A mesma Emenda Constitucional, ainda, dispôs em seu artigo 8º que "as atuais súmulas do Supremo Tribunal Federal somente produzirão efeito vinculante após sua confirmação por dois terços de seus integrantes e publicação na imprensa oficial". Portanto, as demais súmulas do Supremo não têm efeito vinculante, adquirindo-o somente e após confirmação, nos termos do mencionado artigo.

Não se pode afirmar, porém, que as súmulas não vinculantes perdem sua importância, eis que continuam ostentando efeito obstativo de recurso, nos termos do artigo 518, § 1º, do Código de Processo Civil:

Art. 518. Interposta a apelação, o juiz, declarando os efeitos em que a recebe, mandará dar vista ao apelado para responder.

§ 1º. O juiz não receberá o recurso de apelação quando a sentença estiver em conformidade com súmula do Superior Tribunal de Justiça ou do Supremo Tribunal Federal.

Sem dúvida que grande inovação veio ao ordenamento jurídico nacional com a Súmula Vinculante. As duas maiores características da Súmula Vinculante são, de um lado, seu caráter cogente e obrigatório, e, de outro, a extensão, tanto horizontal quanto vertical desta obrigatoriedade, eis que a obrigatoriedade do seu seguimento alcança não somente os órgãos do Poder Judiciário, mas toda a Administração Pública, lato sensu.

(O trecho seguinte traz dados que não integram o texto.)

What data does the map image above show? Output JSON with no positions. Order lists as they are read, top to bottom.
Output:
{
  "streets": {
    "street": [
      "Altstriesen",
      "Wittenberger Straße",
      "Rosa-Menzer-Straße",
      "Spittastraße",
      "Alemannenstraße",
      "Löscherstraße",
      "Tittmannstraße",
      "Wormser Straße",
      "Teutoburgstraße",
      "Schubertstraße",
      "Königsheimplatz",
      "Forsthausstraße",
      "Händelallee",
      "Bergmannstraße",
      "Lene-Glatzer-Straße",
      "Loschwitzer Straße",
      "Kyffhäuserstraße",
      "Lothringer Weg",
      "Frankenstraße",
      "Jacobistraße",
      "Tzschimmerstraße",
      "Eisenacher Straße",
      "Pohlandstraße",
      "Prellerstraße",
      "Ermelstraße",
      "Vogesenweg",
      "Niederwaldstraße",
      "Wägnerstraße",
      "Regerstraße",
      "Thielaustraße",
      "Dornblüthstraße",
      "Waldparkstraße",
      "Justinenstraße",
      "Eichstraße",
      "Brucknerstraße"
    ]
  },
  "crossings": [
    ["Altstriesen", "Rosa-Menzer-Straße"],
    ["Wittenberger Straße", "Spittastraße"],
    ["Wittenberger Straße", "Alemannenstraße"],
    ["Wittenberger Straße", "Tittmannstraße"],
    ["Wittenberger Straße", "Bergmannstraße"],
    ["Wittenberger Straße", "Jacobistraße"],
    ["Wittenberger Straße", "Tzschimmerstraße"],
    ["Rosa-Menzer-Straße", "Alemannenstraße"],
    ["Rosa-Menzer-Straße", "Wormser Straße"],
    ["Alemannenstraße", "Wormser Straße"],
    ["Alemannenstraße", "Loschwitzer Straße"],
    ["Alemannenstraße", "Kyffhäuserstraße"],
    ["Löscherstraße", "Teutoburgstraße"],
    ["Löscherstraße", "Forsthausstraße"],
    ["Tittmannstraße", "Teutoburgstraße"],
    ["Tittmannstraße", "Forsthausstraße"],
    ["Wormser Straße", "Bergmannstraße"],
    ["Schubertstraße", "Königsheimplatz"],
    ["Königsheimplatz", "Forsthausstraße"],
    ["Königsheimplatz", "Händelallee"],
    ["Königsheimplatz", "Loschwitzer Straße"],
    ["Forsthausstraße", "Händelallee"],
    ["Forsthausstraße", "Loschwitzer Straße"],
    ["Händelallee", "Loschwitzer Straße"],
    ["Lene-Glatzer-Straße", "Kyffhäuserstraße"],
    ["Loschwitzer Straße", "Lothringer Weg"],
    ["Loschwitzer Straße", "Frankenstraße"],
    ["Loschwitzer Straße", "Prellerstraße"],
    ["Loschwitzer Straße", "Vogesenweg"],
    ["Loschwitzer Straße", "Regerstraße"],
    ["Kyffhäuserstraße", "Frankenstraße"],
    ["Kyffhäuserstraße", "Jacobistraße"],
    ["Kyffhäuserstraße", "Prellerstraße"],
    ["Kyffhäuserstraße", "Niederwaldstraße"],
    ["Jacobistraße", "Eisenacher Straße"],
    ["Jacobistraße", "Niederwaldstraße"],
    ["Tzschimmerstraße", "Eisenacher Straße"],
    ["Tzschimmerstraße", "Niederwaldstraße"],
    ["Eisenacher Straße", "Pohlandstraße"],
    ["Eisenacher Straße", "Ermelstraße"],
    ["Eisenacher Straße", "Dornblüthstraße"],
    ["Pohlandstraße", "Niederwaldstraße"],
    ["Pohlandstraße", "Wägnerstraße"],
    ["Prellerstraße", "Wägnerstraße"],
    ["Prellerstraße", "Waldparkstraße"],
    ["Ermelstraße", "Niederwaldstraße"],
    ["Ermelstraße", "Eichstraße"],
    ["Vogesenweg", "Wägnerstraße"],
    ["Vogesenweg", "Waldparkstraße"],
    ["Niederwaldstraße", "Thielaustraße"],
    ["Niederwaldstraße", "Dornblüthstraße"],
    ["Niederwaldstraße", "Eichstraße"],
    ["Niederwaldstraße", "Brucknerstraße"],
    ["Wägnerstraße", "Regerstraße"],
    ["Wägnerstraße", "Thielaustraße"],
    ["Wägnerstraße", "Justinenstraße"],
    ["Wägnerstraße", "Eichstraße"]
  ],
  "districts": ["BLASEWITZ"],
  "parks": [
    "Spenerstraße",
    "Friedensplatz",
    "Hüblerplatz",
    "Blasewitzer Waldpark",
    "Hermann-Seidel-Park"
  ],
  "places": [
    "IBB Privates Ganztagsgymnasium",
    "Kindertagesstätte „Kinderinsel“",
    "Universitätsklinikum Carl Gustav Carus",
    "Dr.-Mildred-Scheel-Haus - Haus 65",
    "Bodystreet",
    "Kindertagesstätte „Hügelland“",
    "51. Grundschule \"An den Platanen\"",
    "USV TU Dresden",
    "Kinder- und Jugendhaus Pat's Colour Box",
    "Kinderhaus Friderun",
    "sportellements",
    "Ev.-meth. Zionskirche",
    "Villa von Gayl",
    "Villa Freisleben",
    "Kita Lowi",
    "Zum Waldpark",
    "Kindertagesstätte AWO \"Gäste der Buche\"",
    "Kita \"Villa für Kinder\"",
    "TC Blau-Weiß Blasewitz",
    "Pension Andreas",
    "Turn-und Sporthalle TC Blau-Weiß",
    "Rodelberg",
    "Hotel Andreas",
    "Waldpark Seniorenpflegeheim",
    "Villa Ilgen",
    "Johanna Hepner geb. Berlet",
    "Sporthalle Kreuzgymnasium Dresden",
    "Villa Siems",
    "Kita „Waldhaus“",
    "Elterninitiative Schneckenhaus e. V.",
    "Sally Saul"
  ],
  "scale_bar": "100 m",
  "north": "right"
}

Com isso, abre-se caminho à segurança, não só em sede do Poder Judiciário, mas também, e com o mesmo grau de coerência, aos demais órgãos da Administração Pública.

A Súmula Vinculante, que tem seus traços principais no já citado artigo 103-A, da Constituição da República, recebeu disciplina pormenorizada na Lei 11.417, de 19 de dezembro de 2006. Mencionada lei dispõe acerca da forma pela qual a edição da Súmula Vinculante é provocada, editada, quais os legitimados para a provocação e a importante menção à possibilidade de revisão do enunciado.

A edição da Súmula Vinculante, conforme já estabelecido na Constituição, ficou adstrita tão somente ao Supremo Tribunal Federal, não alcançando os demais órgãos de envergadura do sistema judiciário brasileiro.

Para a edição de Súmula Vinculante é indispensável a presença de certos pressupostos, quais sejam: a) a ocorrência de reiteradas decisões sobre matéria constitucional; b) controvérsia atual entre órgãos judiciários ou entre esses e a Administração Pública; c) que tal controvérsia recaia sobre a validade, a interpretação e a eficácia de normas específicas; e d) que acarrete, todo o conjunto acima, grave insegurança jurídica e grande número de recursos com a mesma questão.

Os pressupostos acima elencados devem estar presentes, em conjunto, não sendo suficiente a ocorrência de apenas um, ou alguns deles.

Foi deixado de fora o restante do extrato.